Oil stocks: Understanding the basics of investing in oil
Oil has been one of the top-performing asset classes in 2021, but before jumping in, here’s a reminder of the basics of oil investing…
Oil is cyclical: This means oil prices tend to rise when the economy is doing well and fall when it isn’t.
- Like most things? Yes, but cyclical stocks tend to move further in either direction as the economy changes.
- In oil’s case, prices tend to swing in a pendulum over time — as opposed to trending in one direction.
Key drivers: Fundamentally, oil stocks rise and fall as oil prices move. But in reality, their relationship is much more complicated.
- The two are heavily correlated but a 5% increase in oil prices doesn’t necessarily mean a 5% increase in oil stocks.
- Some companies are better positioned to benefit from a rise in oil prices — i.e. lower operating costs, less debt, capabilities to ramp up production when oil prices are high, etc.
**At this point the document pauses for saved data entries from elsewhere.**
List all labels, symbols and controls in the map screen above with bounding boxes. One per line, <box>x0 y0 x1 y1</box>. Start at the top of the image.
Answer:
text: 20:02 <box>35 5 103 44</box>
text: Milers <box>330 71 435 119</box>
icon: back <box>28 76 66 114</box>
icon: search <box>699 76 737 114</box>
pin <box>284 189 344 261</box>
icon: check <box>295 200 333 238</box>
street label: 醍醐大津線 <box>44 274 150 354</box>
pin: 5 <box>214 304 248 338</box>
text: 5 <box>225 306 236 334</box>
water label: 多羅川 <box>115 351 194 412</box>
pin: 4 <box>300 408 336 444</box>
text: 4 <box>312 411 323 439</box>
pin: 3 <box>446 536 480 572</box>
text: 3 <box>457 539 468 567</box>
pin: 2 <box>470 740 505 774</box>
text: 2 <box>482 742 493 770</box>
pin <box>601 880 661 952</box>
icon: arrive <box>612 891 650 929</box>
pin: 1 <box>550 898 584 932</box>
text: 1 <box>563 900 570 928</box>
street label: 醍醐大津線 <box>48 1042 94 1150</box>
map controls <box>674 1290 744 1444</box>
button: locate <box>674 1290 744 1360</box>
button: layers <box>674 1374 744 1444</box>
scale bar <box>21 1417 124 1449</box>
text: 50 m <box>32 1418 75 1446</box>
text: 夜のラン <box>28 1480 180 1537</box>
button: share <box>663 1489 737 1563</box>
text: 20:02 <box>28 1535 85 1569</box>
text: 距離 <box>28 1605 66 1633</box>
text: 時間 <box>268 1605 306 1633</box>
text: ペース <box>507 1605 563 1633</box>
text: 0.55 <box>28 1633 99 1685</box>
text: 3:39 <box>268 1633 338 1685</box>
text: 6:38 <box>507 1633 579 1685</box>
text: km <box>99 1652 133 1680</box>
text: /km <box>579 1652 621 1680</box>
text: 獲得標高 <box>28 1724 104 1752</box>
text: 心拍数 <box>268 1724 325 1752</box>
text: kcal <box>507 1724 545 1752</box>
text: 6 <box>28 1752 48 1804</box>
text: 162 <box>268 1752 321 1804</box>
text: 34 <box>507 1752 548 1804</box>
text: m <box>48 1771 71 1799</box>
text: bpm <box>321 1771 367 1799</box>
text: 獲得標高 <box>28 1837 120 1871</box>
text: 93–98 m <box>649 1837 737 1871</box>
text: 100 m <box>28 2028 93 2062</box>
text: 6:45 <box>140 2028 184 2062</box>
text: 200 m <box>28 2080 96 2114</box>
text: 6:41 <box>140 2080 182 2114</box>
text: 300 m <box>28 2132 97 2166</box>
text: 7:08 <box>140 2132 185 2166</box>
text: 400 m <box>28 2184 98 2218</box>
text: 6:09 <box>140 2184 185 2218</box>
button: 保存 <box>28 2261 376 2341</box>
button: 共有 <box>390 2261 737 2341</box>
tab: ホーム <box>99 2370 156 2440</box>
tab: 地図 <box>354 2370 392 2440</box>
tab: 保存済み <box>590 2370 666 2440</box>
Don’t walk in blind without considering these factors when investing in oil. Instead, try your chances with an oil ETF like the Energy Select Sector SPDR Fund (NYSE:XLE).
Also this: Oil companies require a lot of capital. Once an oil well runs dry — companies must invest in new production in a never-ending treadmill.
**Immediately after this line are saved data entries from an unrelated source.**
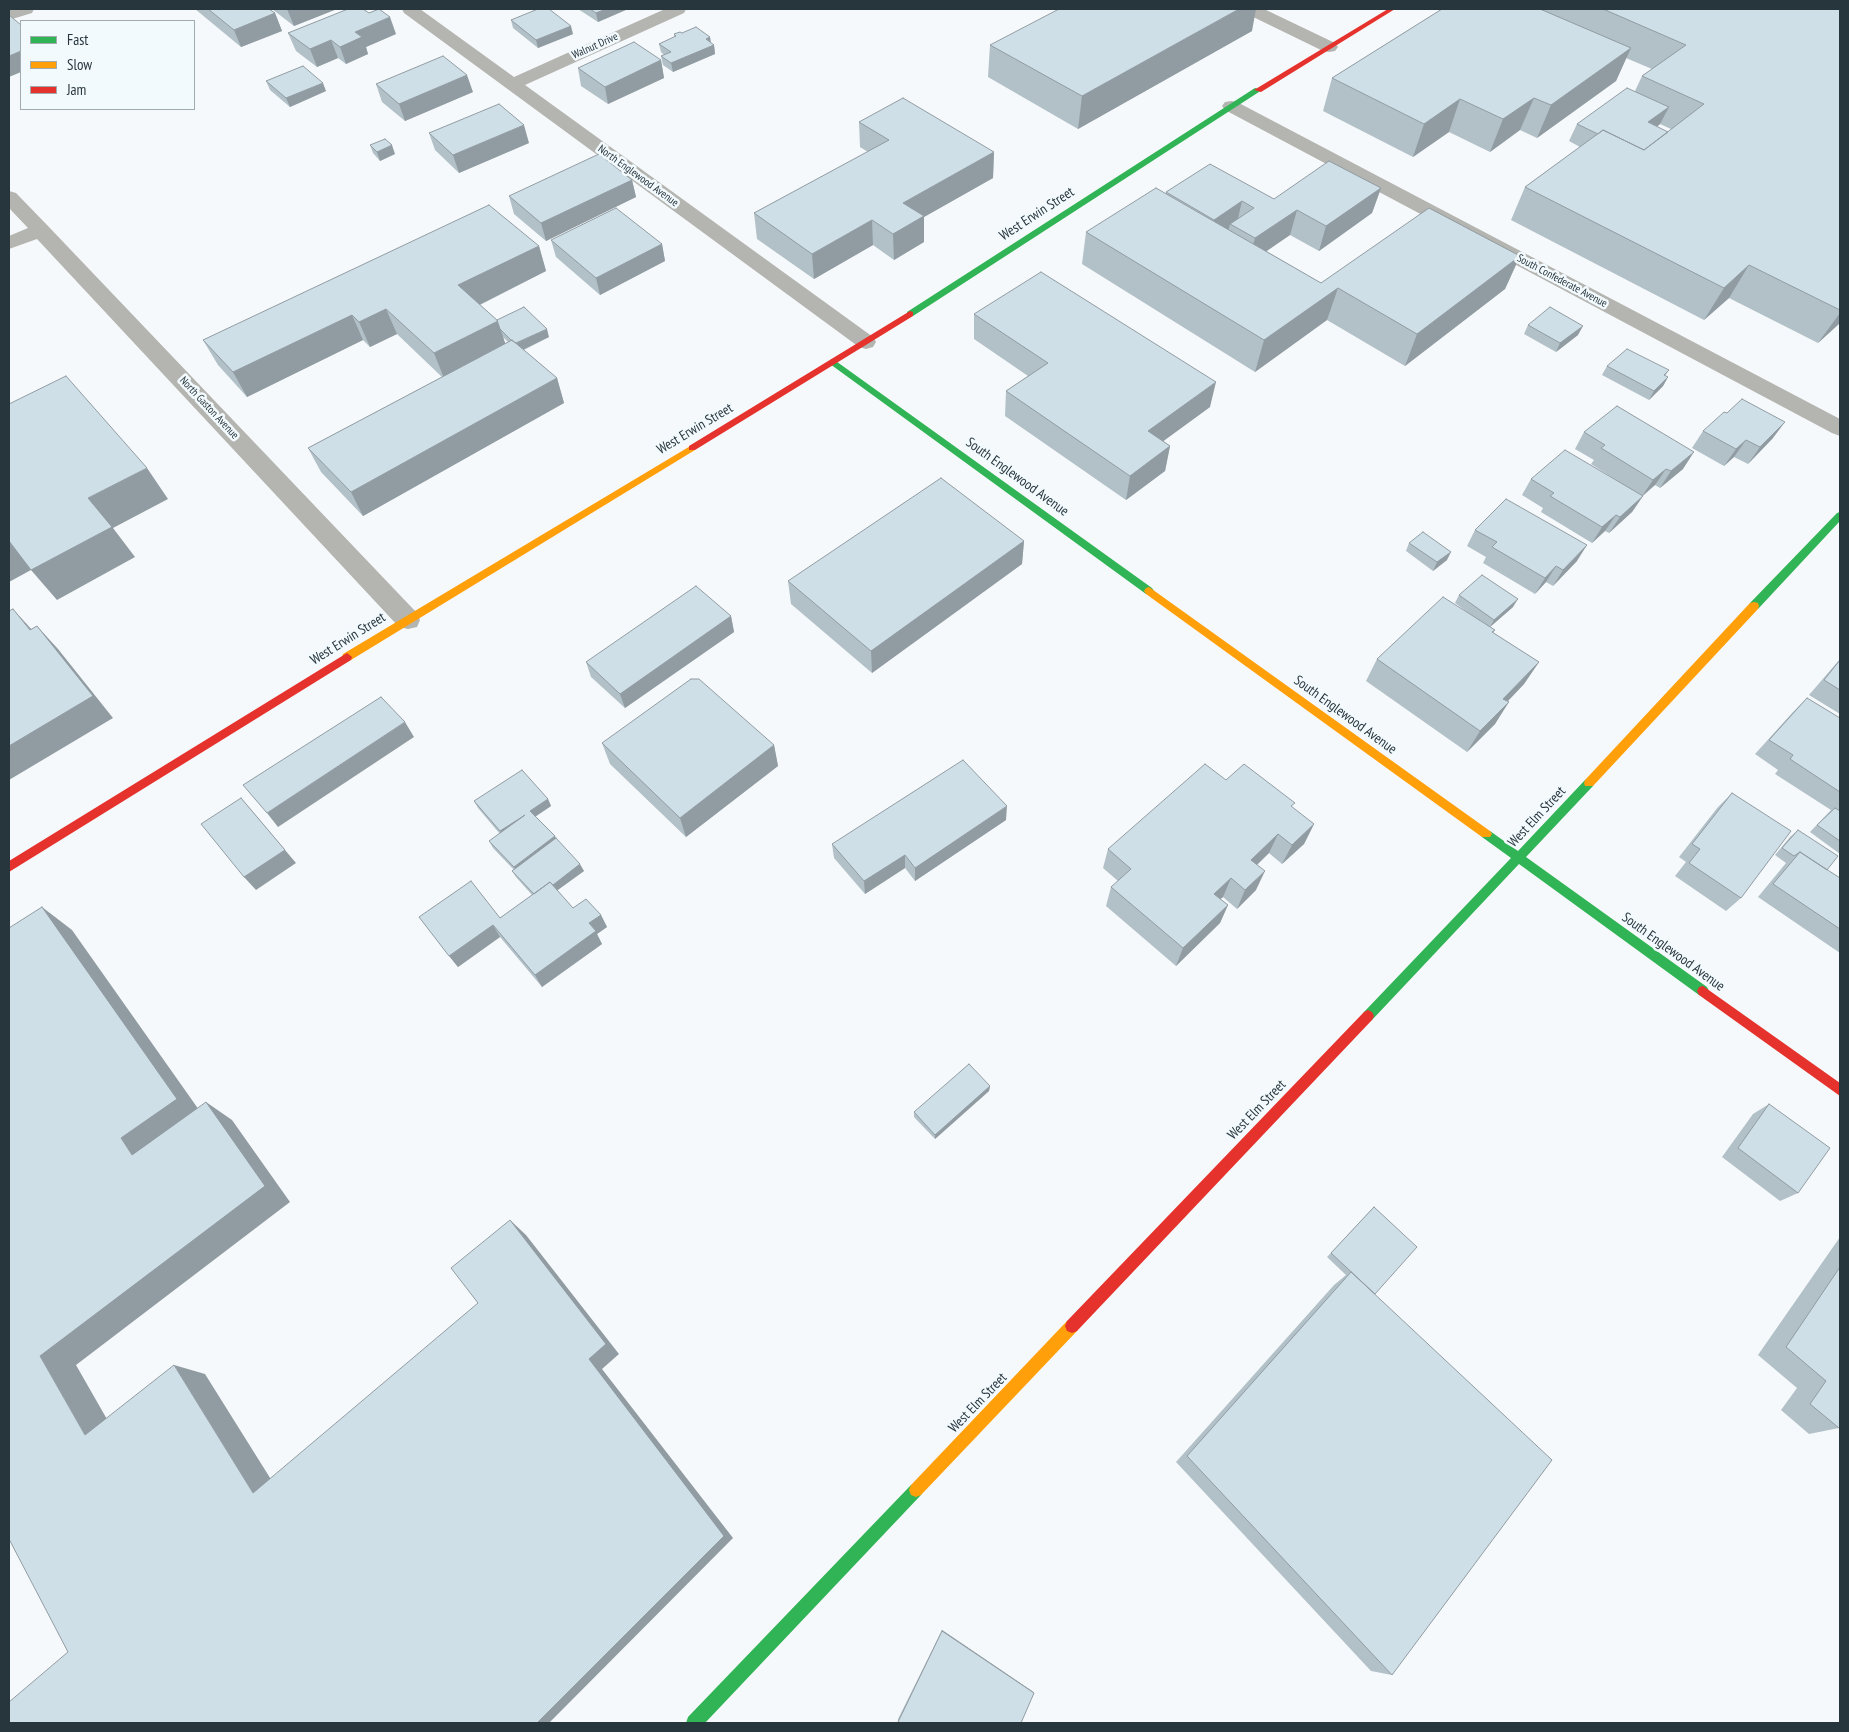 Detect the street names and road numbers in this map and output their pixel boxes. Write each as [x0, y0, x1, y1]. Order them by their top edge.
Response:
street label: Walnut Drive [570, 30, 620, 62]
street label: North Englewood Avenue [595, 142, 681, 210]
street label: West Erwin Street [997, 184, 1077, 244]
street label: South Confederate Avenue [1515, 252, 1609, 310]
street label: North Gaston Avenue [177, 374, 241, 442]
street label: West Erwin Street [654, 400, 736, 458]
street label: South Englewood Avenue [962, 434, 1072, 520]
street label: West Erwin Street [307, 609, 389, 669]
street label: South Englewood Avenue [1290, 672, 1400, 758]
street label: West Elm Street [1505, 783, 1569, 851]
street label: South Englewood Avenue [1618, 909, 1728, 995]
street label: West Elm Street [1224, 1077, 1290, 1143]
street label: West Elm Street [945, 1370, 1011, 1436]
- This puts many oil companies in heavy debt levels — which grew as oil prices fell from their $100+ levels in 2014.
- In the past few years, US oil companies prioritized increasing production over profits — leading to poor investor returns.
On top of these problems, the oil industry is dealing with the threat of electric vehicles taking over.
Investors: Don’t take your eyes off your oil investments. The upward trend is anything but certain and several factors could quickly send prices back down.